The Declaration of Independence specifically posits that governments “deriv[e] their just powers from the consent of the governed[.]” Indeed, as Professor Hamburger further notes, “American colonists declared it ‘the first principle in civil society, founded in nature and reason, that no law of the society can be binding on any individual[], without his consent[,]” and Madison saw “no liberty where the legislative and executive powers are united in the same person, or body of magistrates[.]”

The nondelegation doctrine is more than just a concept that’s been largely dormant for a century. It has a moral underpinning so dear to the Founders that it needs to be revived. So how does a nondelegation violation play out in real life?

A real life violation looks like this: NCLA brought a case last year challenging Congress’s delegation of legislative authority to EPA in a case titled Choice Refrigerants v. EPA. Congress was sloppy in its drafting of the American Innovation and Manufacturing (“AIM”) Act, a statute that partially instructs EPA how to phase down a chemical used in the refrigerant industry.
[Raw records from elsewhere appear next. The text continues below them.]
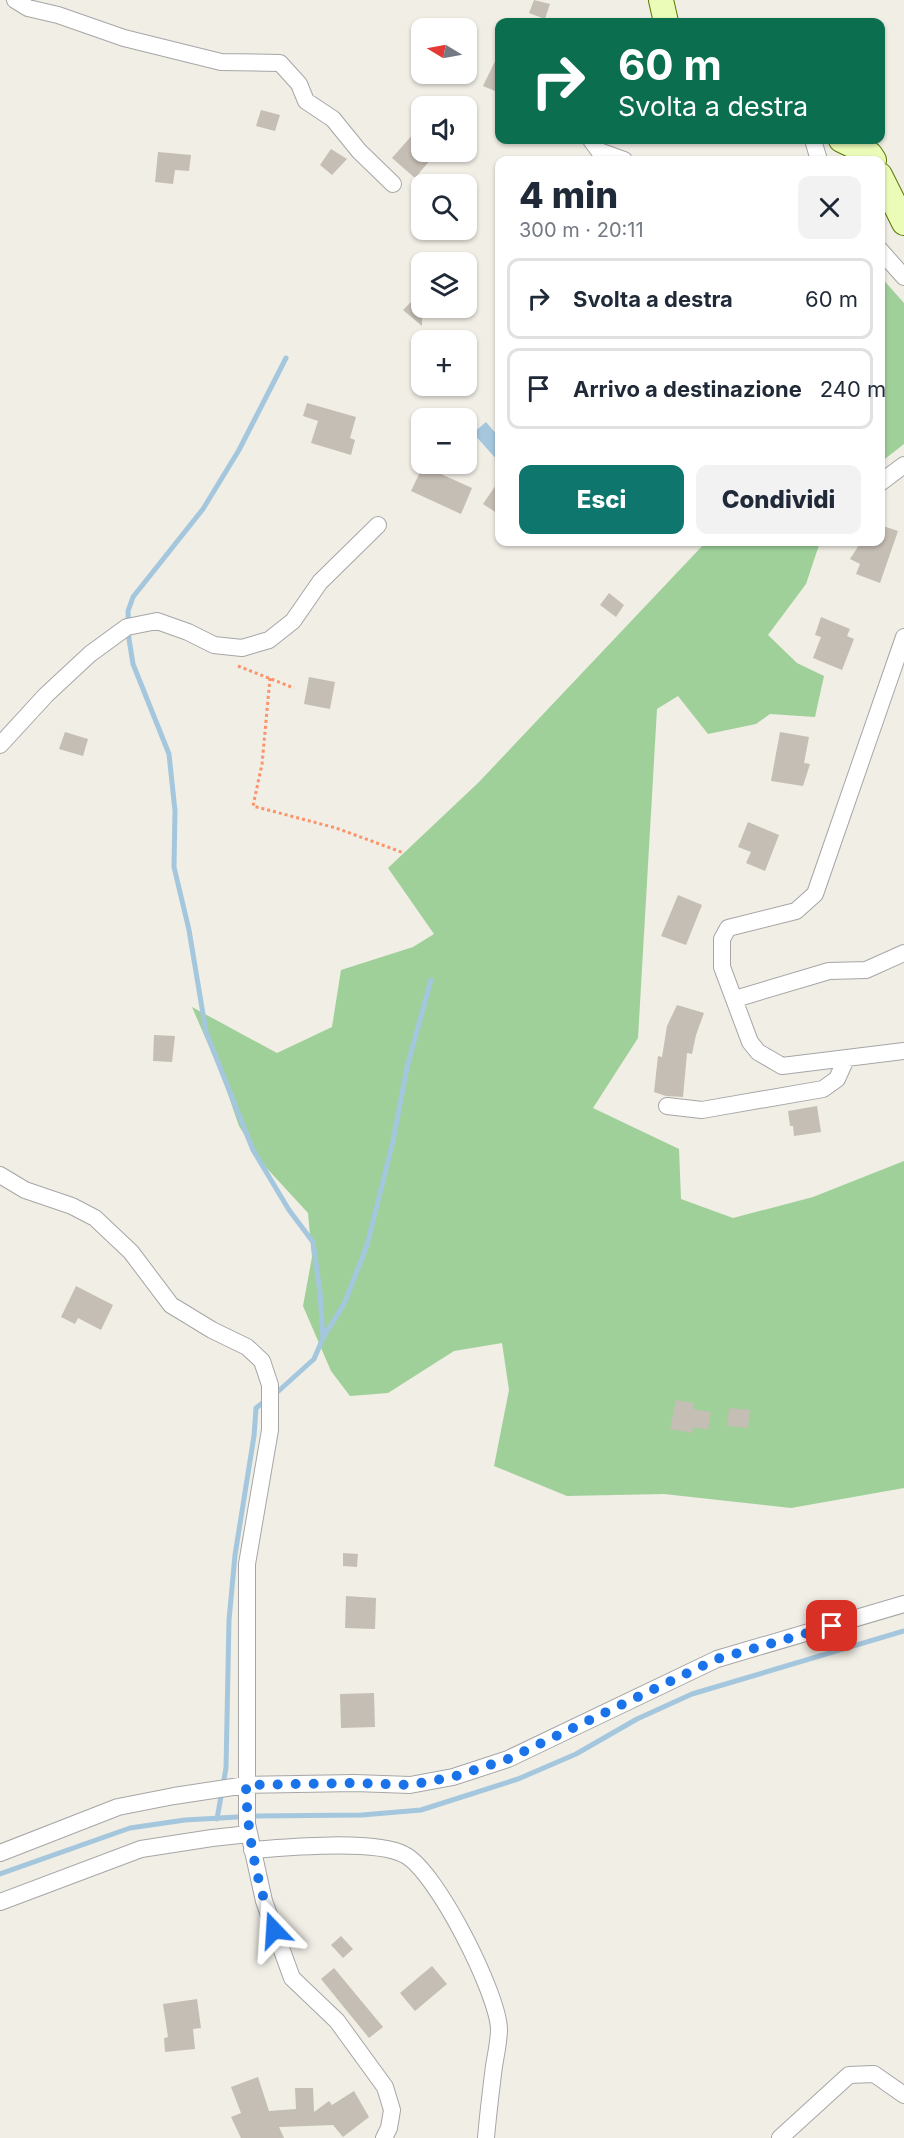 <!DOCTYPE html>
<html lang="it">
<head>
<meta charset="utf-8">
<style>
	:root { --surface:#fff; --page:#f2f2f3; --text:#1f2937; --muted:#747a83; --line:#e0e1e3; --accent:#0f766e }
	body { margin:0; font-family:Inter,sans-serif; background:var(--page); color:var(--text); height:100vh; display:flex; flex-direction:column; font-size:22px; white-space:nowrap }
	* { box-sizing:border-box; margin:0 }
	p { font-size:20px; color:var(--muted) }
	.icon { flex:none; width:33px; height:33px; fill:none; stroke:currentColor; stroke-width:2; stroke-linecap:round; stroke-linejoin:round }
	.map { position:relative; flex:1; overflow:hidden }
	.details { position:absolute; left:495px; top:156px; width:390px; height:390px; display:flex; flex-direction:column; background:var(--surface); border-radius:12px; box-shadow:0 2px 4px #0004 }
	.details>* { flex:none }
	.guide { position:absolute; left:495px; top:18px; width:390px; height:126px; border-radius:12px; box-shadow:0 2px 4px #0004; background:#0b6e4f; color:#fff; overflow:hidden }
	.needle { width:39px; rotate:280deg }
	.fabs { position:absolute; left:411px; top:18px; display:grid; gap:12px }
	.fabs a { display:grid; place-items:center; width:66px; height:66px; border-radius:12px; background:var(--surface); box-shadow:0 2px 4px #0004; font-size:30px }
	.pin { position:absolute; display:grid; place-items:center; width:51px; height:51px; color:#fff; margin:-26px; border-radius:12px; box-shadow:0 3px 9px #0006 }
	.me { position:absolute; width:66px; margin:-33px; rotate:340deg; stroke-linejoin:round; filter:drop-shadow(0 0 4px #0008) }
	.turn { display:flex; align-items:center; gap:21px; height:126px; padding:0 24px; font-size:27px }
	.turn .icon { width:78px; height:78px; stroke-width:2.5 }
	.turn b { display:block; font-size:42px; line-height:51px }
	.round { display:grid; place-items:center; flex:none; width:63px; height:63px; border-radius:12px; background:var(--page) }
	.headline { display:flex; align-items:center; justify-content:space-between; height:102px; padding:0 24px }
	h1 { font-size:36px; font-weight:800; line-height:45px }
	.primary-button { display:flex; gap:12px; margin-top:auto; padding:12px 24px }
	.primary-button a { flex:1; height:69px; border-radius:12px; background:var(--accent); color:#fff; font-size:24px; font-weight:800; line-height:69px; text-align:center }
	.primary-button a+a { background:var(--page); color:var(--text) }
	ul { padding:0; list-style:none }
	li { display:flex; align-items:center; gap:18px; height:81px; margin:0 12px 9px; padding:0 12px; border:3px solid var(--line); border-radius:12px }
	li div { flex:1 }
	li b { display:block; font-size:22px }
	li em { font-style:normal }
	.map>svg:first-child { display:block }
	.forest { fill:#9fd099 }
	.water { fill:#a5c7de }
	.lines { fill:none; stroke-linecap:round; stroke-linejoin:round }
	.stream { stroke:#a5c7de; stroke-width:5 }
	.building { fill:#c5beb4 }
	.street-casing { stroke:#a6a6a6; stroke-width:18 }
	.secondary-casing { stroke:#577903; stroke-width:26 }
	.path { stroke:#fc936a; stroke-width:3; stroke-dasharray:3 3; stroke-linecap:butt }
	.street { stroke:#fff; stroke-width:16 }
	.secondary { stroke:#ebfbb8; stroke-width:24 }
	.route { stroke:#1a73e8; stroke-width:10; stroke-dasharray:0 18 }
</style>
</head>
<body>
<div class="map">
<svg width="904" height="2138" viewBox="0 0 904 2138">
	<rect width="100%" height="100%" fill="#f0eee5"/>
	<path class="forest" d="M 880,276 L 904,303 L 904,444 L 881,462 Z
		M 706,542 L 820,542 L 806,584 L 768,635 L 797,663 L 824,676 L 815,717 L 770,714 L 756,724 L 708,734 L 678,696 L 657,709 L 638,1038 L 593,1108 L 679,1149 L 681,1199 L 733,1218 L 813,1197 L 904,1161 L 904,1488 L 791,1508 L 664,1494 L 567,1496 L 494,1466 L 509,1390 L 502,1343 L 454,1351 L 388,1393 L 350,1396 L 331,1371 L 303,1306 L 312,1257 L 308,1213 L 261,1162 L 239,1126 L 221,1074 L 192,1007 L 277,1053 L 332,1027 L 341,970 L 413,947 L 434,934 L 388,868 L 479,782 Z"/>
	<path class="water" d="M 486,422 L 499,437 L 499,459 L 498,461 L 473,433 Z"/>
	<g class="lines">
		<path class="stream" d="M 286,358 L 239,450 L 203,509 L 133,597 L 128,611 L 129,639 L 133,664 L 169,754 L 175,811 L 174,867 L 189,930 L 206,1032 L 253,1150 L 289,1210 L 313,1242 L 320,1292 L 323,1338
			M 273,1396 L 314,1359 L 323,1338 L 345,1302 L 367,1245 L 393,1141 L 407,1067 L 431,980
			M 217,1819 L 226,1768 L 229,1620 L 235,1555 L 254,1436 L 256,1408 L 265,1401
			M 0,1874 L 130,1828 L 185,1820 L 255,1816 L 362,1815 L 421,1810 L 518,1779 L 576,1754 L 637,1719 L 692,1694 L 904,1631"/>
	</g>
	<path class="building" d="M 534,0 L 550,4 L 545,19 L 529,13 Z
		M 500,51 L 500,93 L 483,86 Z
		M 261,110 L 280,115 L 275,131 L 256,126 Z
		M 422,124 L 422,152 L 437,152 L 415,178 L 392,158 Z
		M 331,149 L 347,159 L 332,175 L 320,165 Z
		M 158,152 L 191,155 L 189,171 L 175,170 L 173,184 L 155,182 Z
		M 422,291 L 422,326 L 403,310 Z
		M 307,403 L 356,417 L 350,438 L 355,440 L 351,455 L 311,443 L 318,421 L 303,416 Z
		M 423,466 L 472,488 L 461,514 L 411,491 Z
		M 500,479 L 500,515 L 483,504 Z
		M 880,525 L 898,531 L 880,583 L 856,574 L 860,564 L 850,559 L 861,542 L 880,542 Z
		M 609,593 L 624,605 L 616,617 L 600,605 Z
		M 821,617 L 850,629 L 847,636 L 854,639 L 842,670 L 813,658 L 821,637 L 815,635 Z
		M 309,677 L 335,682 L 330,709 L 304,704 Z
		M 65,732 L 88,739 L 83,756 L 59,749 Z
		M 780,732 L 809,737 L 804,763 L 810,764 L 803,786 L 771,781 Z
		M 748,822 L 779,835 L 765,871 L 746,863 L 751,852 L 738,847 Z
		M 678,895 L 702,905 L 686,945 L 661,936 Z
		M 677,1005 L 704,1013 L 696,1035 L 692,1054 L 687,1053 L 683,1097 L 666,1096 L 654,1092 L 658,1056 L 662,1057 L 667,1026 Z
		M 154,1035 L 175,1036 L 172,1062 L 153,1061 Z
		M 817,1106 L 821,1132 L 794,1136 L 793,1126 L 790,1126 L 788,1111 Z
		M 76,1286 L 113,1305 L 101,1330 L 78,1318 L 75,1324 L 61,1317 Z
		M 676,1400 L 694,1403 L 693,1409 L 711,1412 L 708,1430 L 693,1427 L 692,1433 L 670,1429 Z
		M 729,1408 L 750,1410 L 748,1428 L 727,1426 Z
		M 343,1553 L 358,1554 L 357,1567 L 343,1566 Z
		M 346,1596 L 376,1598 L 375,1629 L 345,1628 Z
		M 374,1693 L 375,1727 L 341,1728 L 340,1694 Z
		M 341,1936 L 353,1949 L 343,1958 L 331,1945 Z
		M 432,1966 L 447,1984 L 415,2011 L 400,1993 Z
		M 334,1968 L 383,2027 L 369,2038 L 321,1979 Z
		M 197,1999 L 201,2028 L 193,2029 L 195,2049 L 165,2052 L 164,2038 L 168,2037 L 163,2004 Z
		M 258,2077 L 269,2111 L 296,2109 L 295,2088 L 313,2088 L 314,2112 L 329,2101 L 332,2105 L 354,2091 L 369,2117 L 343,2137 L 333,2125 L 279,2127 L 284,2138 L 241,2138 L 231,2117 L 241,2113 L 231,2087 Z"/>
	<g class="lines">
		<defs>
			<path id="street" d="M 15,0 L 28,8 L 58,15 L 124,38 L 221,62 L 280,63 L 299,84 L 306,101 L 333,119 L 359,151 L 393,184
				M 591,140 L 599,151 L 624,160
				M 813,140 L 819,160
				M 880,250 L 904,277
				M 880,483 L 904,465
				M 904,637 L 815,894 L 796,911 L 728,928 L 722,939 L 722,967 L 750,1042 L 758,1052 L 782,1066 L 904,1051
				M 0,745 L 46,695 L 90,654 L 127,627 L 157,621 L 188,632 L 214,645 L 242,648 L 269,640 L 293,621 L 320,582 L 378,525
				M 735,999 L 829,971 L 866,970 L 904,953
				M 667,1106 L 702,1110 L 823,1089 L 837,1079 L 846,1059
				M 0,1175 L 25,1190 L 72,1206 L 95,1218 L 131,1252 L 171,1305 L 212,1330 L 247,1347 L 262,1361 L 270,1385 L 270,1430 L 247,1564 L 247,1824 L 264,1901 L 292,1978 L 337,2021 L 385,2087 L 392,2110 L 389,2128 L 384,2138
				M 252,1850 C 286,1847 377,1839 405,1855 C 437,1872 498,1994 499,2029 C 499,2041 496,2054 494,2066 C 491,2090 488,2114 486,2138
				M 0,1853 L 118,1807 L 174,1796 L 246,1785 L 355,1783 L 410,1785 L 453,1777 L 508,1759 L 717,1659 L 904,1604
				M 0,1902 L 141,1849 L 212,1838 L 249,1834
				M 780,2138 L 849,2075 L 874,2074 L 904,2095"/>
			<path id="secondary" d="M 661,0 L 666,22
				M 841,140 L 870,154 L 874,160
				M 880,175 L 904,223"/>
		</defs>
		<use href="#street" class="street-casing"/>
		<use href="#secondary" class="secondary-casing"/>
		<path class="path" d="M 238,666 L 294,688
			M 270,678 L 262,764 L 253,806 L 336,828 L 404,853"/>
		<use href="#street" class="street"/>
		<use href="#secondary" class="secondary"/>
	</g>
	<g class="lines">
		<path class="route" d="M 274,1930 C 257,1883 247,1835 246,1785 L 355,1783 L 410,1785 L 453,1777 L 508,1759 L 717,1659 L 832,1626"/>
	</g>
</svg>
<div class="fabs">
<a><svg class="needle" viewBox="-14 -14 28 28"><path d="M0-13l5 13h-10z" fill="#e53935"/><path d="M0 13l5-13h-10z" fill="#747a83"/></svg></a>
<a><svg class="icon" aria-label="sound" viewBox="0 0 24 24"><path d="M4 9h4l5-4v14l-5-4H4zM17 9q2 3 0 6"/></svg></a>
<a><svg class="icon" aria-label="search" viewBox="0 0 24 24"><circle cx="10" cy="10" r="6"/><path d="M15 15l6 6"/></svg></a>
<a><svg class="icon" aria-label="layers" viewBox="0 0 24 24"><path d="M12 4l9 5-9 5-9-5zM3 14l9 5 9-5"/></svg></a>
<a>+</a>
<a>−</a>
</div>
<div class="pin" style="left:832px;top:1626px;background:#d93025"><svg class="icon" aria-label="arrive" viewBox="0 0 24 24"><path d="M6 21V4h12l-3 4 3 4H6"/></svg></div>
<svg class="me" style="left:274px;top:1930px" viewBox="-20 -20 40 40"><path d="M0-17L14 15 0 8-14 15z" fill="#1a73e8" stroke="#fff" stroke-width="4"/></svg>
<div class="guide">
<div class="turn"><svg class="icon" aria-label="right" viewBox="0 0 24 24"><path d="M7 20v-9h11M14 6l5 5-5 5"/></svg><div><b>60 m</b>Svolta a destra</div></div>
</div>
<section class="details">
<div class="headline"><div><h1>4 min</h1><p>300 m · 20:11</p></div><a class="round"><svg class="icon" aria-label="close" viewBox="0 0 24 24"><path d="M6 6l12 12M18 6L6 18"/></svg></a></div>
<ul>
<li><svg class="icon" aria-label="right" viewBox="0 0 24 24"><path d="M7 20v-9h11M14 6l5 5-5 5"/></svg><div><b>Svolta a destra</b></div><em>60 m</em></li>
<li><svg class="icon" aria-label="arrive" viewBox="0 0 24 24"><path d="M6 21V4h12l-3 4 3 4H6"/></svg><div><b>Arrivo a destinazione</b></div><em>240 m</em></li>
</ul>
<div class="primary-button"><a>Esci</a><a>Condividi</a></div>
</section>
</div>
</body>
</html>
The statute instructed EPA on the percentage by which the chemical must be decreased each year and dictated that industry players be given an allowance to continue to use the chemical, but Congress improperly left a major component to EPA’s discretion—to whom the allowances may go. Congress essentially gave EPA a bucket of Halloween candy and said, “you may pass out only this amount of candy this year, but you can give it to whomever you wish.” No boundary confines EPA’s power, meaning no intelligible principle exists that keeps EPA’s power in check.

Part of the problem has been that litigants overgeneralize the nondelegation doctrine, latching on to the fact that only two Supreme Court cases have ever held that a statute failed to provide an “intelligible principle” to guide a regulator. Because so few statutes have been struck down for loose standards, litigants such as EPA claim that “the Supreme Court approves congressional delegations of law-making authority based on no more than vague policy platitudes”—an untrue statement and misconception about the nondelegation doctrine.

In pursuit of sharpening this doctrine and eliminating excuses for allowing broad, shapeless delegations to stand, the Court hopefully will consider taking a chisel to the “intelligible principle” test and fortifying its contours. Congress cannot be allowed to persist in slipshod drafting that undermines its core constitutional duty of legislating, just as courts cannot turn a blind eye to these impermissible delegations based on century-old precedent that merely dictates that agencies be “directed to conform.” The intelligible principle test has been stretched too thin, and it’s time to respect the Founders and Framers’ explicit directives.